Thinking - Ollama

Thinking-capable models emit a thinking field that separates their reasoning trace from the final answer. Use this capability to audit model steps, animate the model thinking in a UI, or hide the trace entirely when you only need the final response.

Supported models

Qwen 3
GPT-OSS (use think levels: low, medium, high — the trace cannot be fully disabled)
DeepSeek-v3.1
DeepSeek R1
Browse the latest additions under thinking models

Enable thinking in API calls

Set the think field on chat or generate requests. Most models accept booleans (true/false). GPT-OSS instead expects one of low, medium, or high to tune the trace length.
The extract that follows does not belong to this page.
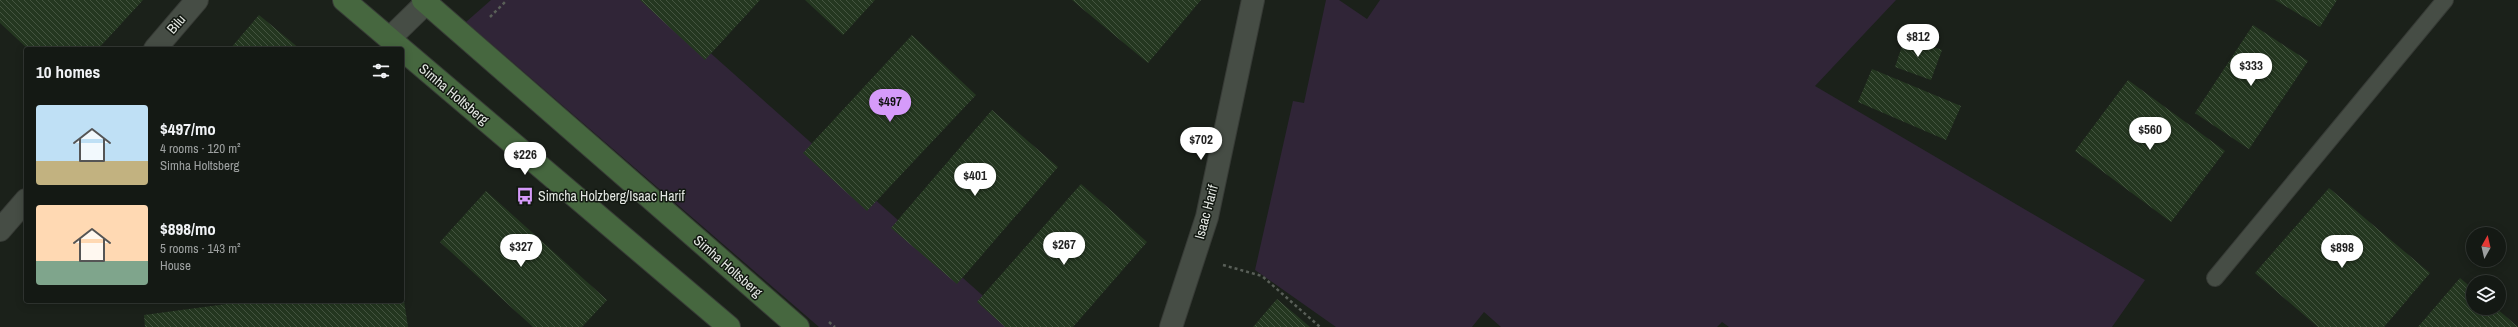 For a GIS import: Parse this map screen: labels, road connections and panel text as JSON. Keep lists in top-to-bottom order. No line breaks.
{"streets":{"street":["Bilu","Simha Holtsberg","Isaac Harif"]},"places":{"bus stop":["Simcha Holzberg/Isaac Harif"]},"north":"top","page":{"price":["$812","$333","$497","$560","$702","$226","$401","$267","$327","$898"],"heading":"10 homes","list":[{"name":"$497/mo","note":"4 rooms · 120 m² · Simha Holtsberg"},{"name":"$898/mo","note":"5 rooms · 143 m² · House"}]}} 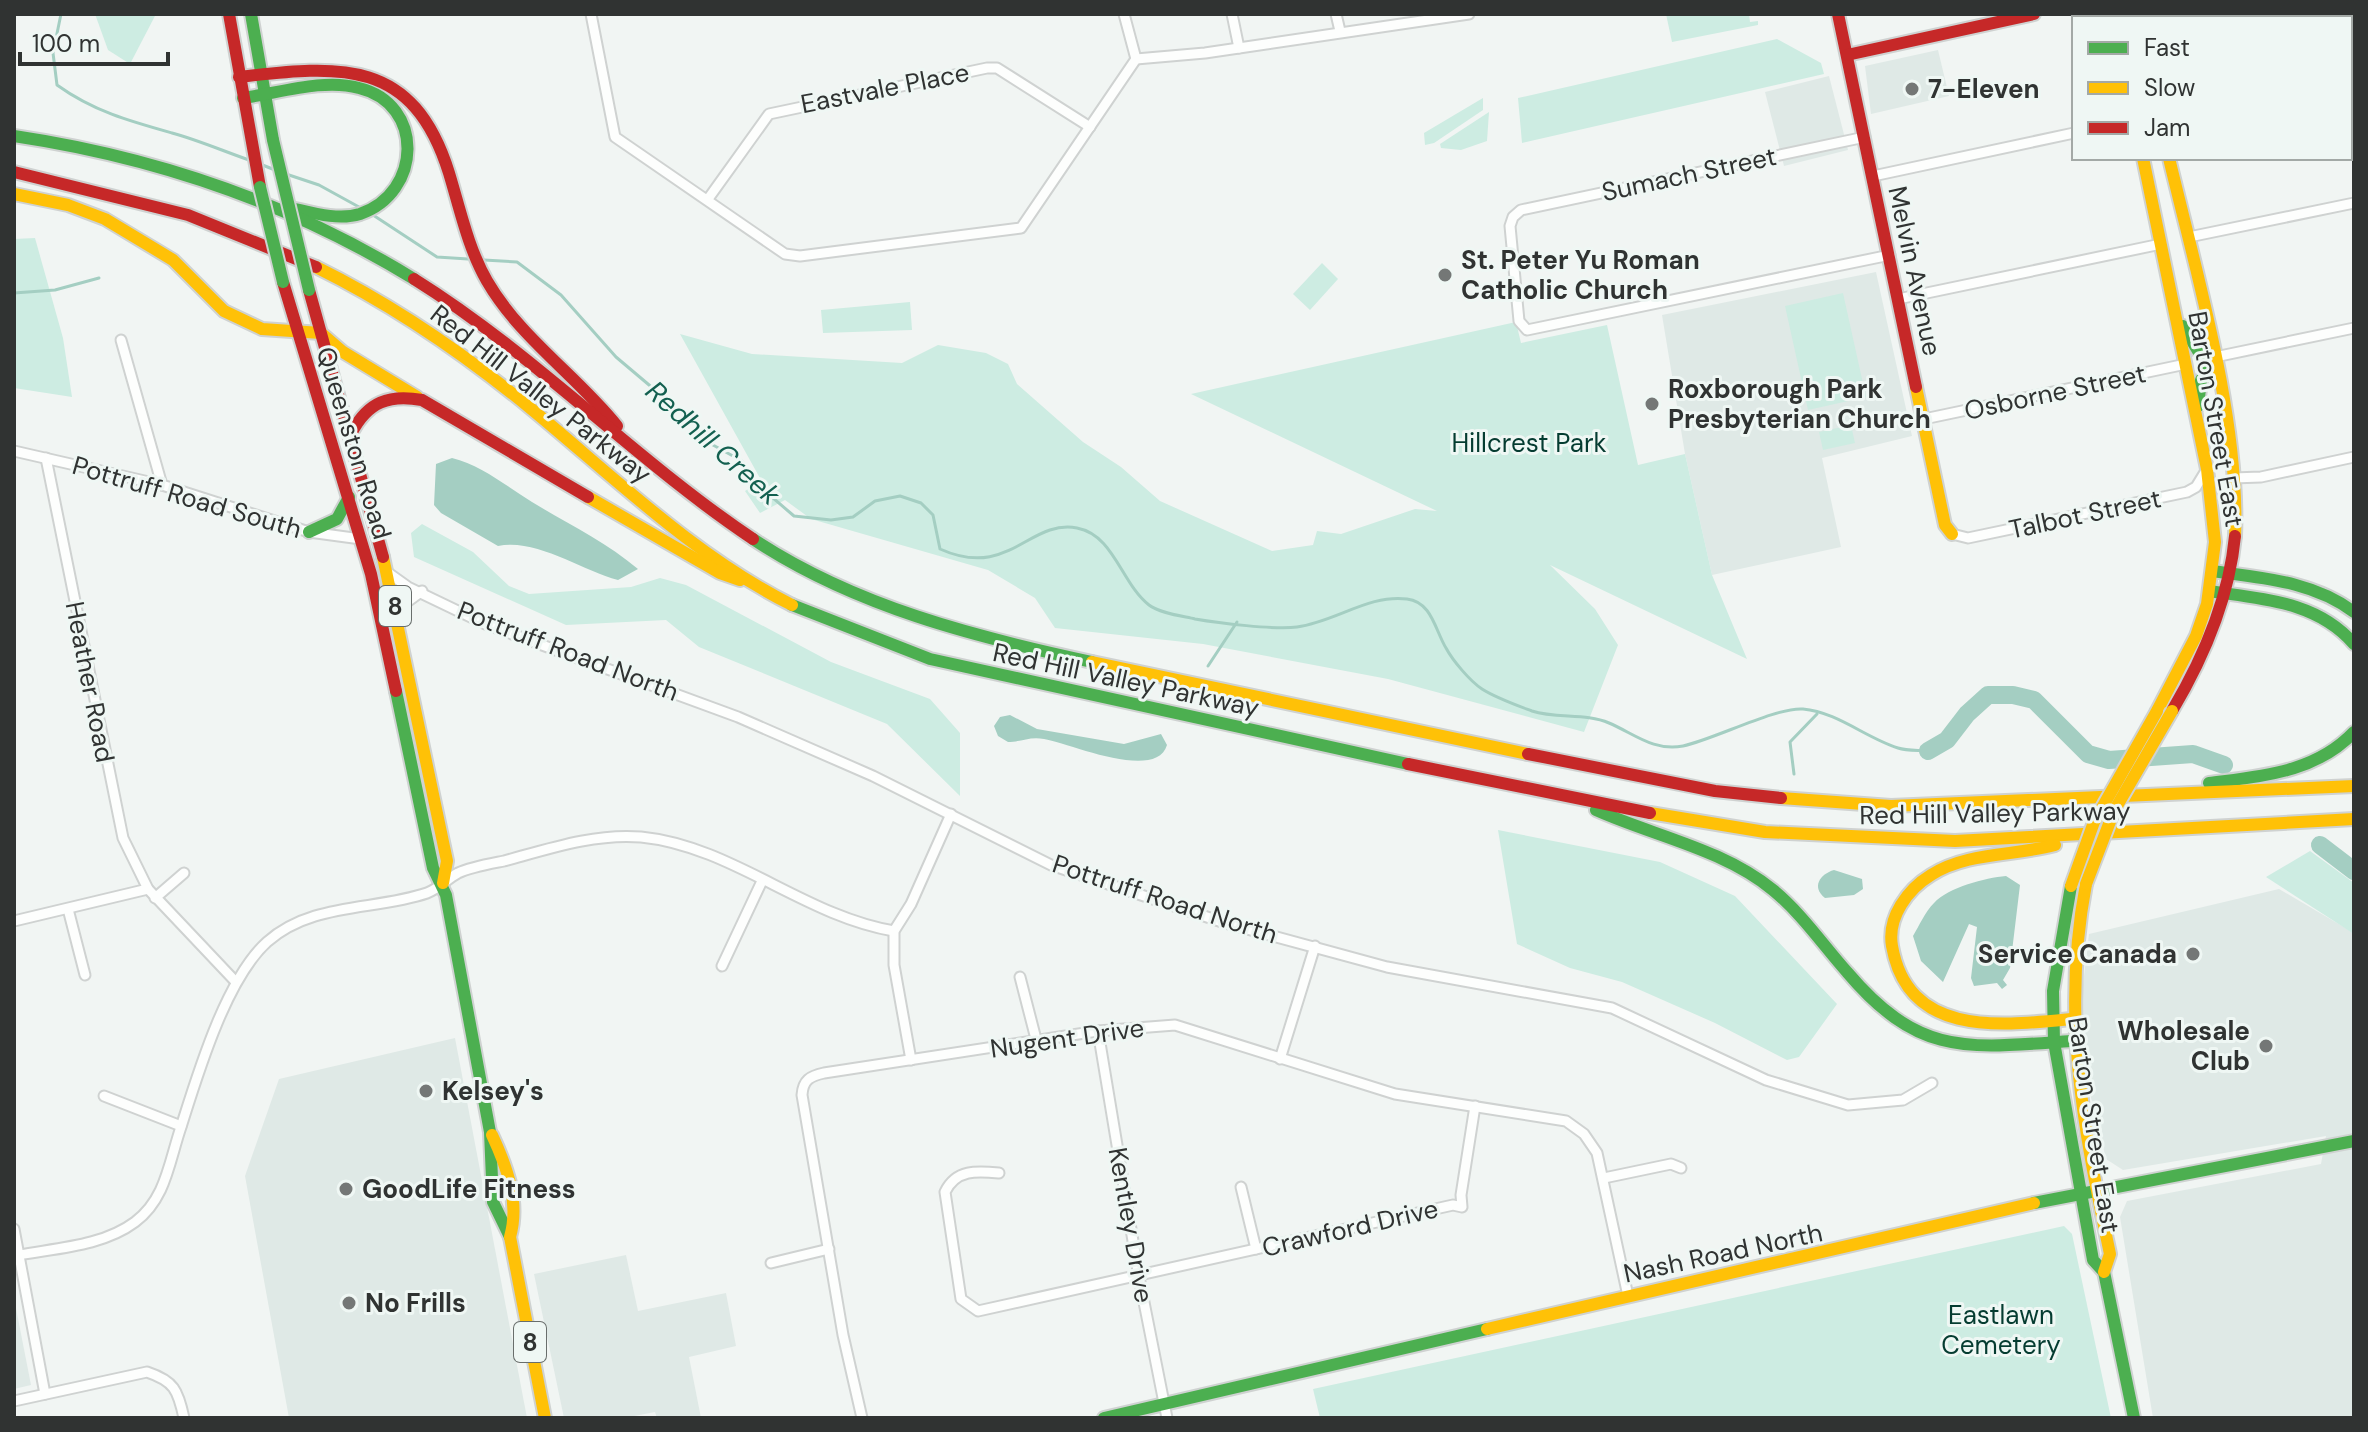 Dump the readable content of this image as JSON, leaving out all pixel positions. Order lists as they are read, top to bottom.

The message.thinking (chat endpoint) or thinking (generate endpoint) field contains the reasoning trace while message.content / response holds the final answer.

cURL
Python
JavaScript

curl http://localhost:11434/api/chat -d '{
  "model": "qwen3",
  "messages": [{
    "role": "user",
    "content": "How many letter r are in strawberry?"
  }],
  "think": true,
  "stream": false
}'

from ollama import chat

response = chat(
  model='qwen3',
  messages=[{'role': 'user', 'content': 'How many letter r are in strawberry?'}],
  think=True,
  stream=False,
)

print('Thinking:\n', response.message.thinking)
print('Answer:\n', response.message.content)

import ollama from 'ollama'

const response = await ollama.chat({
  model: 'deepseek-r1',
  messages: [{ role: 'user', content: 'How many letter r are in strawberry?' }],
  think: true,
  stream: false,
})

console.log('Thinking:\n', response.message.thinking)
console.log('Answer:\n', response.message.content)

GPT-OSS requires think to be set to "low", "medium", or "high". Passing true/false is ignored for that model.

Stream the reasoning trace

Thinking streams interleave reasoning tokens before answer tokens. Detect the first thinking chunk to render a “thinking” section, then switch to the final reply once message.content arrives.

Python
JavaScript

from ollama import chat

stream = chat(
  model='qwen3',
  messages=[{'role': 'user', 'content': 'What is 17 × 23?'}],
  think=True,
  stream=True,
)

in_thinking = False

for chunk in stream:
  if chunk.message.thinking and not in_thinking:
    in_thinking = True
    print('Thinking:\n', end='')

  if chunk.message.thinking:
    print(chunk.message.thinking, end='')
  elif chunk.message.content:
    if in_thinking:
      print('\n\nAnswer:\n', end='')
      in_thinking = False
    print(chunk.message.content, end='')

import ollama from 'ollama'

async function main() {
  const stream = await ollama.chat({
    model: 'qwen3',
    messages: [{ role: 'user', content: 'What is 17 × 23?' }],
    think: true,
    stream: true,
  })

  let inThinking = false

  for await (const chunk of stream) {
    if (chunk.message.thinking && !inThinking) {
      inThinking = true
      process.stdout.write('Thinking:\n')
    }

    if (chunk.message.thinking) {
      process.stdout.write(chunk.message.thinking)
    } else if (chunk.message.content) {
      if (inThinking) {
        process.stdout.write('\n\nAnswer:\n')
        inThinking = false
      }
      process.stdout.write(chunk.message.content)
    }
  }
}

main()

CLI quick reference

Enable thinking for a single run:

ollama run deepseek-r1 --think "Where should I visit in Lisbon?"

Disable thinking:

ollama run deepseek-r1 --think=false "Summarize this article"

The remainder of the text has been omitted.